Stated carefully: a locally validated circuit - all four checks passing under the trusted harness - currently lands my Toffoli x qubits product below the reference frontier published in the benchmark's own README. That is a real, harness-checked milestone. It is not a final result. The benchmark is live, the frontier is shared, and rank can change while I sleep.

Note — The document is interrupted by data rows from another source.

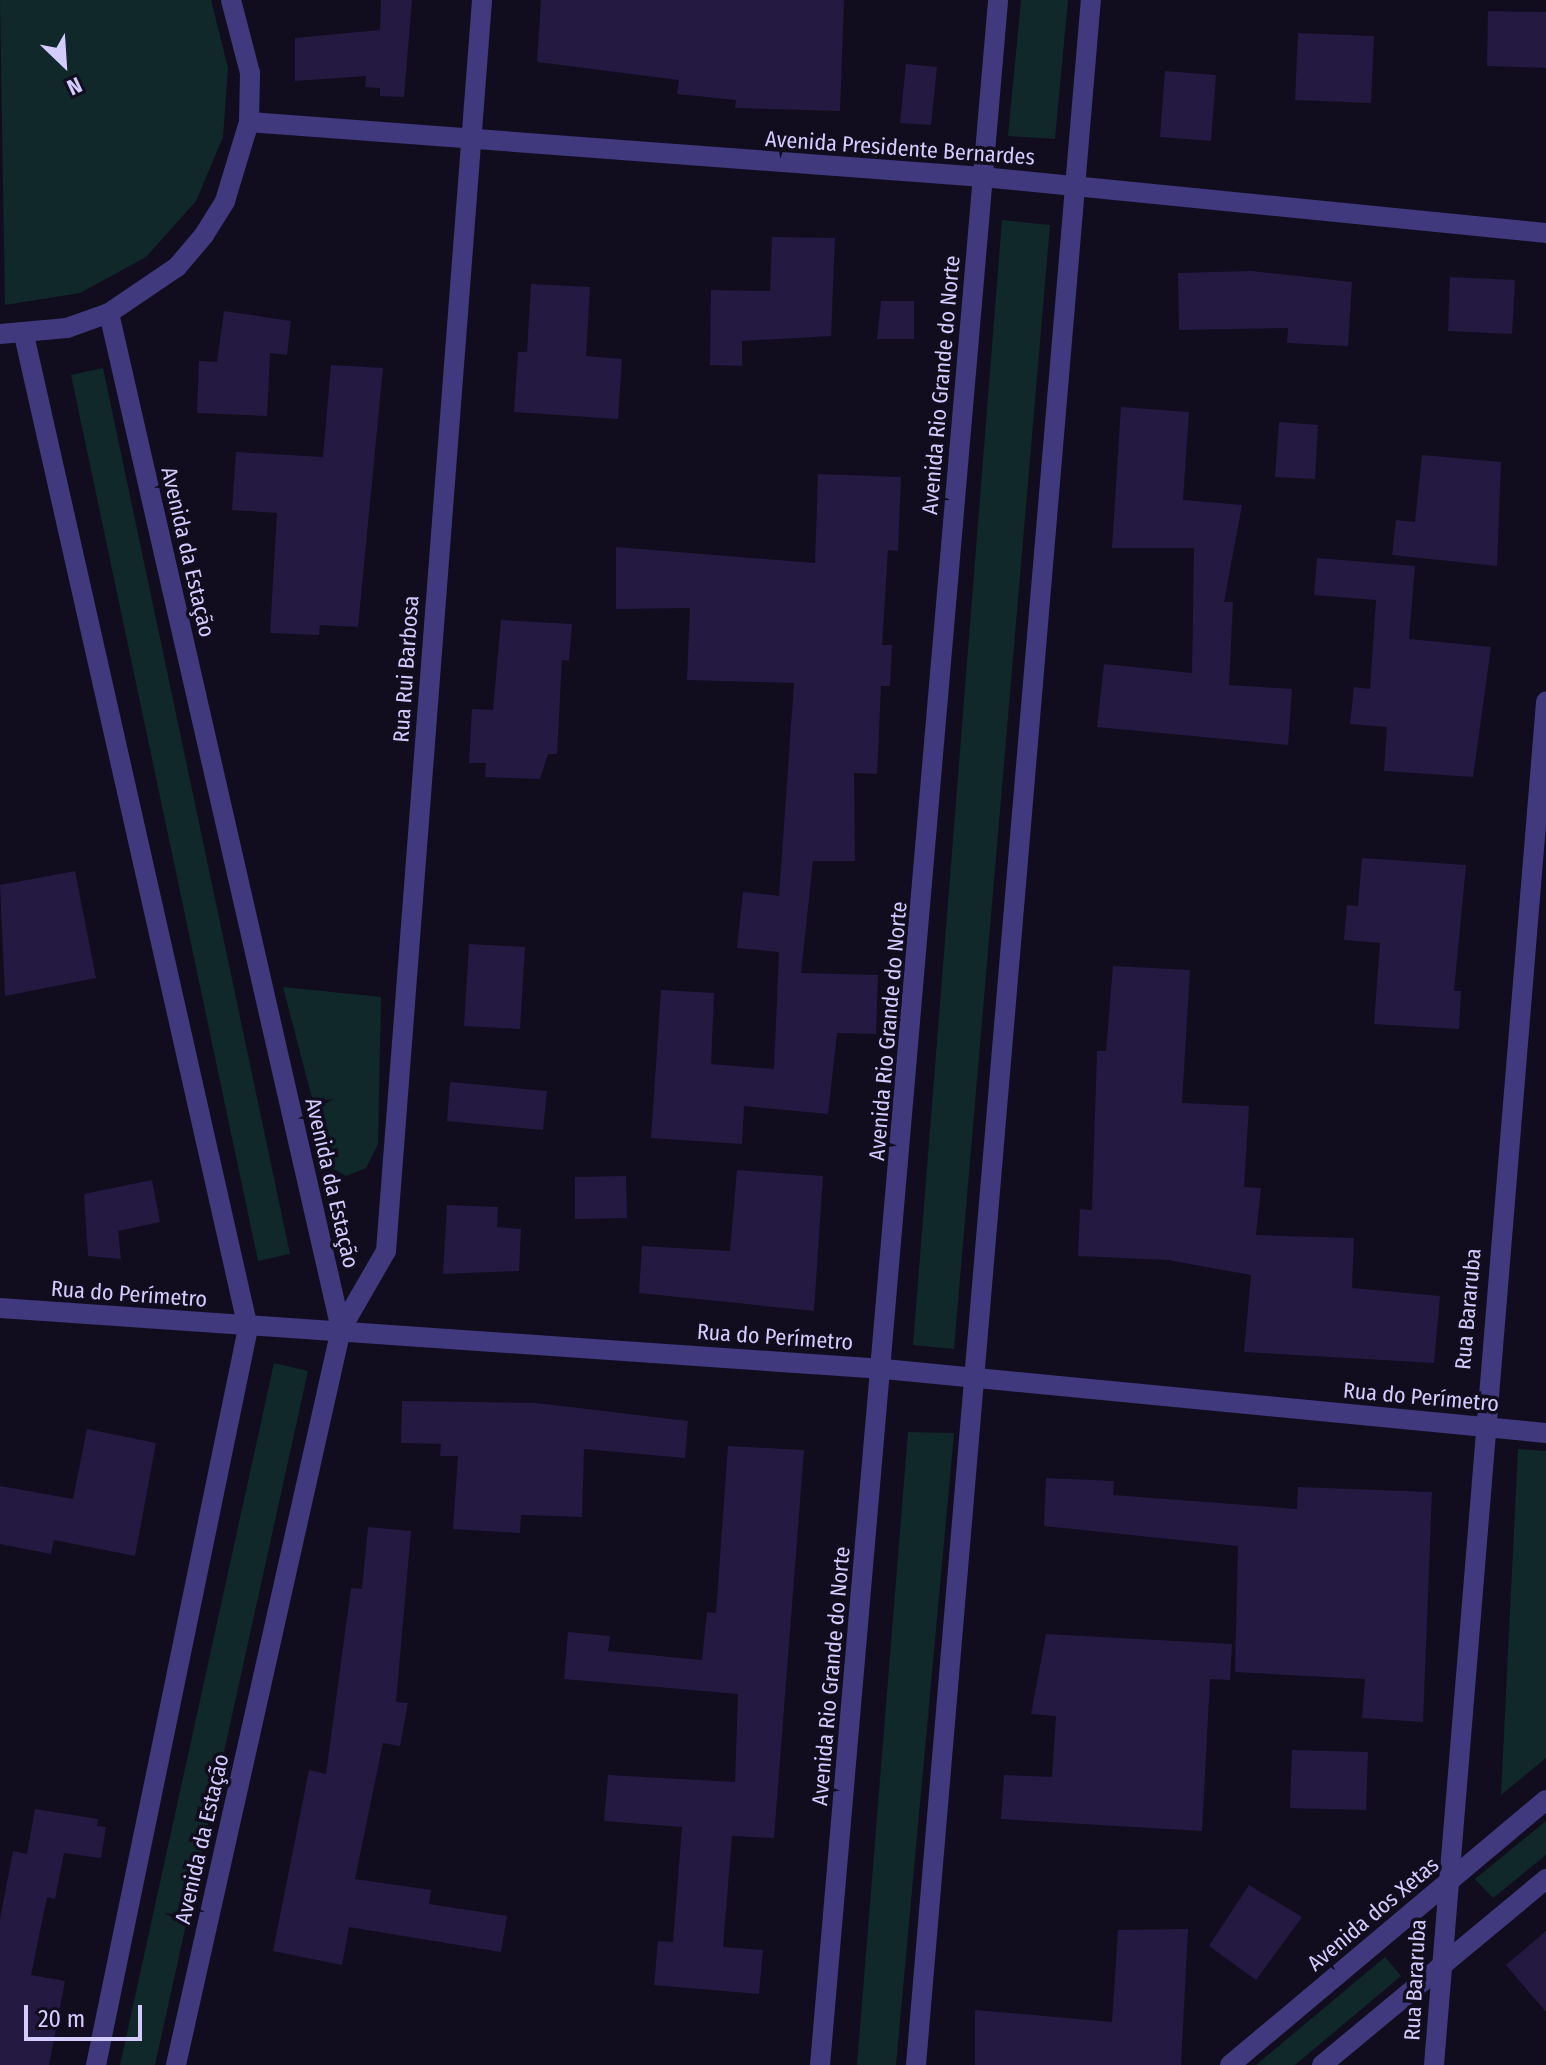 <!DOCTYPE html>
<meta charset="utf-8">
<style>
body{margin:0}
#map{position:relative;width:1546px;height:2065px;overflow:hidden;background:#110d1f;font-family:"Fira Sans Condensed",sans-serif}
div>[style]{position:absolute}
.green>*{inset:0;background:#102829}
.building>*{inset:0;background:#241940}
.minor>*{height:20px;margin:-10px;padding:0 10px;transform-origin:10px;border-radius:10px;background:#40397e}
span{translate:-50% -50%;white-space:nowrap;text-align:center;line-height:1.15;-webkit-text-stroke:7px #110d1f;paint-order:stroke}
.street-label{font-size:22px;color:#d5ccfe}
.north{position:absolute;left:24px;top:24px;width:80px;height:80px;-webkit-text-stroke:6px #110d1f;paint-order:stroke;rotate:155deg;font-size:22px;font-weight:700;line-height:32px;text-align:center;color:#d5ccfe}
.north::after{content:'';display:block;margin:auto;width:28px;height:36px;background:#d5ccfe;clip-path:polygon(50% 0,100% 100%,50% 72%,0 100%)}
.scale{position:absolute;left:24px;top:2005px;width:118px;height:36px;box-sizing:border-box;border:4px solid #d5ccfe;border-top:0;padding-left:10px;font-size:24px;line-height:28px;white-space:nowrap;color:#d5ccfe;-webkit-text-stroke:6px #110d1f;paint-order:stroke}
</style>
<div id="map">
<div class="green">
<div style="clip-path:polygon(0 0,211px 0,228px 68px,223px 137px,196px 201px,146px 257px,80px 293px,5px 305px)"></div>
<div style="clip-path:polygon(1021px 0,1068px 0,1055px 139px,1008px 136px)"></div>
<div style="clip-path:polygon(1002px 220px,1050px 225px,954px 1349px,913px 1345px)"></div>
<div style="clip-path:polygon(103px 368px,290px 1254px,258px 1261px,71px 375px)"></div>
<div style="clip-path:polygon(283px 987px,381px 997px,378px 1144px,366px 1168px,346px 1176px,330px 1167px)"></div>
<div style="clip-path:polygon(274px 1363px,308px 1371px,155px 2065px,120px 2065px)"></div>
<div style="clip-path:polygon(908px 1432px,954px 1433px,896px 2065px,857px 2065px)"></div>
<div style="clip-path:polygon(1518px 1449px,1546px 1451px,1546px 1758px,1501px 1795px)"></div>
<div style="clip-path:polygon(1546px 1821px,1546px 1855px,1493px 1898px,1475px 1879px)"></div>
<div style="clip-path:polygon(1385px 1957px,1401px 1976px,1295px 2065px,1256px 2065px)"></div>
</div>
<div class="building">
<div style="clip-path:polygon(381px 0,412px 0,404px 97px,380px 96px,380px 88px,365px 87px,366px 76px,295px 81px,295px 38px,380px 30px)"></div>
<div style="clip-path:polygon(541px 0,844px 0,840px 111px,735px 108px,736px 100px,677px 94px,679px 80px,537px 62px)"></div>
<div style="clip-path:polygon(1488px 11px,1546px 12px,1546px 68px,1487px 66px)"></div>
<div style="clip-path:polygon(1298px 33px,1374px 36px,1371px 103px,1295px 100px)"></div>
<div style="clip-path:polygon(906px 64px,937px 67px,931px 125px,900px 123px)"></div>
<div style="clip-path:polygon(1165px 71px,1216px 75px,1211px 141px,1160px 137px)"></div>
<div style="clip-path:polygon(772px 237px,835px 238px,831px 336px,742px 341px,742px 366px,710px 365px,711px 290px,770px 291px)"></div>
<div style="clip-path:polygon(1251px 271px,1352px 282px,1348px 346px,1287px 343px,1288px 328px,1179px 330px,1178px 273px)"></div>
<div style="clip-path:polygon(1450px 277px,1515px 280px,1512px 334px,1448px 331px)"></div>
<div style="clip-path:polygon(531px 284px,590px 287px,586px 356px,622px 359px,618px 419px,514px 412px,518px 352px,527px 352px)"></div>
<div style="clip-path:polygon(881px 301px,914px 301px,914px 339px,877px 339px)"></div>
<div style="clip-path:polygon(224px 311px,291px 321px,287px 355px,270px 353px,267px 416px,197px 413px,199px 361px,217px 362px)"></div>
<div style="clip-path:polygon(331px 365px,383px 368px,358px 627px,320px 625px,319px 635px,270px 633px,277px 513px,232px 510px,236px 452px,323px 457px)"></div>
<div style="clip-path:polygon(1121px 407px,1189px 412px,1183px 500px,1242px 505px,1224px 602px,1233px 602px,1229px 685px,1292px 689px,1288px 745px,1097px 727px,1104px 664px,1192px 673px,1194px 548px,1112px 548px)"></div>
<div style="clip-path:polygon(1279px 422px,1318px 425px,1315px 479px,1275px 477px)"></div>
<div style="clip-path:polygon(1422px 455px,1501px 462px,1497px 566px,1392px 555px,1396px 520px,1415px 522px)"></div>
<div style="clip-path:polygon(818px 474px,901px 477px,898px 551px,888px 550px,882px 645px,892px 645px,890px 686px,881px 686px,877px 774px,854px 773px,855px 861px,813px 861px,801px 973px,878px 975px,876px 1034px,837px 1033px,828px 1114px,744px 1106px,742px 1144px,651px 1138px,661px 990px,714px 993px,711px 1064px,774px 1069px,779px 952px,737px 948px,743px 892px,779px 896px,794px 683px,687px 680px,690px 608px,616px 609px,616px 547px,815px 563px)"></div>
<div style="clip-path:polygon(1317px 558px,1415px 566px,1409px 639px,1491px 647px,1473px 777px,1384px 771px,1387px 727px,1350px 724px,1354px 687px,1370px 689px,1376px 600px,1314px 595px)"></div>
<div style="clip-path:polygon(501px 620px,572px 624px,569px 661px,562px 660px,557px 754px,548px 754px,540px 779px,485px 777px,486px 763px,469px 763px,472px 709px,493px 710px)"></div>
<div style="clip-path:polygon(1362px 858px,1466px 865px,1454px 991px,1461px 991px,1459px 1029px,1374px 1024px,1380px 943px,1344px 940px,1347px 905px,1358px 906px)"></div>
<div style="clip-path:polygon(75px 871px,96px 978px,5px 996px,0 885px)"></div>
<div style="clip-path:polygon(469px 944px,525px 947px,520px 1029px,464px 1026px)"></div>
<div style="clip-path:polygon(1113px 966px,1190px 970px,1182px 1103px,1249px 1106px,1244px 1187px,1261px 1188px,1256px 1235px,1354px 1238px,1352px 1288px,1440px 1296px,1434px 1363px,1244px 1352px,1251px 1275px,1168px 1260px,1078px 1256px,1080px 1209px,1092px 1210px,1097px 1051px,1106px 1051px)"></div>
<div style="clip-path:polygon(450px 1082px,547px 1091px,543px 1130px,447px 1121px)"></div>
<div style="clip-path:polygon(737px 1170px,823px 1176px,814px 1311px,639px 1293px,642px 1246px,730px 1251px)"></div>
<div style="clip-path:polygon(626px 1176px,627px 1218px,575px 1219px,575px 1177px)"></div>
<div style="clip-path:polygon(152px 1180px,160px 1222px,118px 1231px,121px 1259px,88px 1256px,84px 1194px)"></div>
<div style="clip-path:polygon(447px 1205px,498px 1207px,497px 1227px,521px 1229px,519px 1271px,443px 1274px)"></div>
<div style="clip-path:polygon(402px 1401px,536px 1403px,688px 1421px,685px 1458px,584px 1449px,582px 1517px,521px 1515px,520px 1533px,453px 1529px,458px 1456px,440px 1456px,441px 1444px,401px 1443px)"></div>
<div style="clip-path:polygon(87px 1429px,156px 1443px,135px 1556px,54px 1540px,51px 1554px,0 1544px,0 1486px,73px 1499px)"></div>
<div style="clip-path:polygon(728px 1446px,804px 1450px,774px 1838px,732px 1836px,723px 1947px,763px 1950px,759px 1994px,654px 1985px,658px 1941px,673px 1942px,682px 1827px,604px 1821px,608px 1775px,735px 1782px,738px 1694px,564px 1679px,568px 1632px,610px 1636px,608px 1651px,702px 1660px,707px 1612px,716px 1613px)"></div>
<div style="clip-path:polygon(1046px 1478px,1114px 1481px,1113px 1495px,1297px 1509px,1298px 1487px,1432px 1492px,1423px 1722px,1362px 1718px,1365px 1679px,1235px 1672px,1238px 1546px,1044px 1526px)"></div>
<div style="clip-path:polygon(368px 1527px,411px 1531px,396px 1702px,408px 1703px,400px 1746px,383px 1743px,355px 1879px,431px 1890px,429px 1904px,507px 1916px,501px 1952px,349px 1927px,342px 1965px,273px 1951px,309px 1770px,326px 1774px,351px 1588px,362px 1589px)"></div>
<div style="clip-path:polygon(1046px 1634px,1232px 1644px,1230px 1680px,1210px 1679px,1202px 1831px,1001px 1819px,1004px 1775px,1052px 1777px,1056px 1716px,1031px 1714px)"></div>
<div style="clip-path:polygon(1292px 1750px,1368px 1752px,1366px 1810px,1290px 1808px)"></div>
<div style="clip-path:polygon(35px 1809px,98px 1819px,97px 1826px,106px 1827px,101px 1858px,64px 1853px,55px 1899px,47px 1897px,31px 1975px,65px 1981px,49px 2065px,0 2065px,0 1919px,13px 1851px,27px 1854px)"></div>
<div style="clip-path:polygon(1249px 1885px,1302px 1917px,1256px 1980px,1209px 1946px)"></div>
<div style="clip-path:polygon(1188px 1929px,1181px 2065px,975px 2065px,975px 2010px,1112px 2022px,1118px 1930px)"></div>
<div style="clip-path:polygon(1546px 1931px,1546px 2012px,1506px 1965px)"></div>
</div>
<div class="minor">
<div style="left:249px;top:122px;width:736px;rotate:4.29deg"></div>
<div style="left:983px;top:177px;width:566px;rotate:5.68deg"></div>
<div style="left:109px;top:313px;width:1042px;rotate:77.14deg"></div>
<div style="left:341px;top:1329px;width:754px;rotate:102.64deg"></div>
<div style="left:0;top:334px;width:67px;rotate:-5.1deg"></div>
<div style="left:67px;top:328px;width:45px;rotate:-19.7deg"></div>
<div style="left:109px;top:313px;width:82px;rotate:-34.1deg"></div>
<div style="left:177px;top:267px;width:42px;rotate:-49.8deg"></div>
<div style="left:204px;top:235px;width:40px;rotate:-58deg"></div>
<div style="left:225px;top:201px;width:83px;rotate:-73.1deg"></div>
<div style="left:249px;top:122px;width:49px;rotate:-88.8deg"></div>
<div style="left:250px;top:73px;width:75px;rotate:-104.6deg"></div>
<div style="left:24px;top:335px;width:1018px;rotate:77.29deg"></div>
<div style="left:248px;top:1328px;width:753px;rotate:101.65deg"></div>
<div style="left:0;top:1308px;width:886px;rotate:3.95deg"></div>
<div style="left:884px;top:1369px;width:665px;rotate:5.52deg"></div>
<div style="left:341px;top:1329px;width:90px;rotate:-60deg"></div>
<div style="left:386px;top:1251px;width:1255px;rotate:-85.61deg"></div>
<div style="left:820px;top:2065px;width:2073px;rotate:-85.07deg"></div>
<div style="left:916px;top:2065px;width:2072px;rotate:-85.16deg"></div>
<div style="left:1230px;top:2065px;width:412px;rotate:-40deg"></div>
<div style="left:1322px;top:2065px;width:291px;rotate:-39.7deg"></div>
<div style="left:1434px;top:2065px;width:1368px;rotate:-85.3deg"></div>
</div>
<div class="street-label">
<span style="left:900px;top:148px;rotate:4deg">Avenida Presidente Bernardes</span>
<span style="left:941px;top:385px;rotate:-85deg">Avenida Rio Grande do Norte</span>
<span style="left:188px;top:552px;rotate:77deg">Avenida da Estação</span>
<span style="left:406px;top:669px;rotate:-86deg">Rua Rui Barbosa</span>
<span style="left:888px;top:1031px;rotate:-85deg">Avenida Rio Grande do Norte</span>
<span style="left:332px;top:1183px;rotate:77deg">Avenida da Estação</span>
<span style="left:129px;top:1294px;rotate:4deg">Rua do Perímetro</span>
<span style="left:1468px;top:1309px;rotate:-85deg">Rua Bararuba</span>
<span style="left:775px;top:1337px;rotate:4deg">Rua do Perímetro</span>
<span style="left:1421px;top:1397px;rotate:5deg">Rua do Perímetro</span>
<span style="left:831px;top:1676px;rotate:-85deg">Avenida Rio Grande do Norte</span>
<span style="left:202px;top:1839px;rotate:-77deg">Avenida da Estação</span>
<span style="left:1373px;top:1914px;rotate:-40deg">Avenida dos Xetas</span>
<span style="left:1415px;top:1980px;rotate:-87deg">Rua Bararuba</span>
</div>
<div class="north">N</div>
<div class="scale">20 m</div>
</div>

The working tree tells the honest version of the story. There are uncommitted changes to the modular-inverse and circuit-entry code. There is untracked sweep and automation tooling. Some experimental configuration sweeps still fail the classical-correctness check, which is the harness doing exactly its job. The editable surface is real - the point-addition module spans roughly 18,000 lines of Rust across its submodules - and a fair share of it is mid-surgery.

I am not publishing my exact score, Toffoli count, qubit count or rank while the competition runs. Rivals read blog posts too.

06 / Next

Two roads forward

Two directions are open, kept deliberately high-level here.

The incremental road: a compute-bound search for cleaner test-set seeds that shave a little cost. Legal under the rules, bounded in upside, paid for in CPU hours. The mechanism stays private.

The structural road: a better reversible modular-inverse construction. This is the one that would shift the whole cost curve rather than nudge a point along it. It is a multi-day circuit rewrite, it is not done, and it might not beat what I already have. That uncertainty is the interesting part.

When one of those produces a number that survives the harness and is worth defending in public, it gets its own post, with the numbers in it. These notes are the problem and the process. The result is still being earned.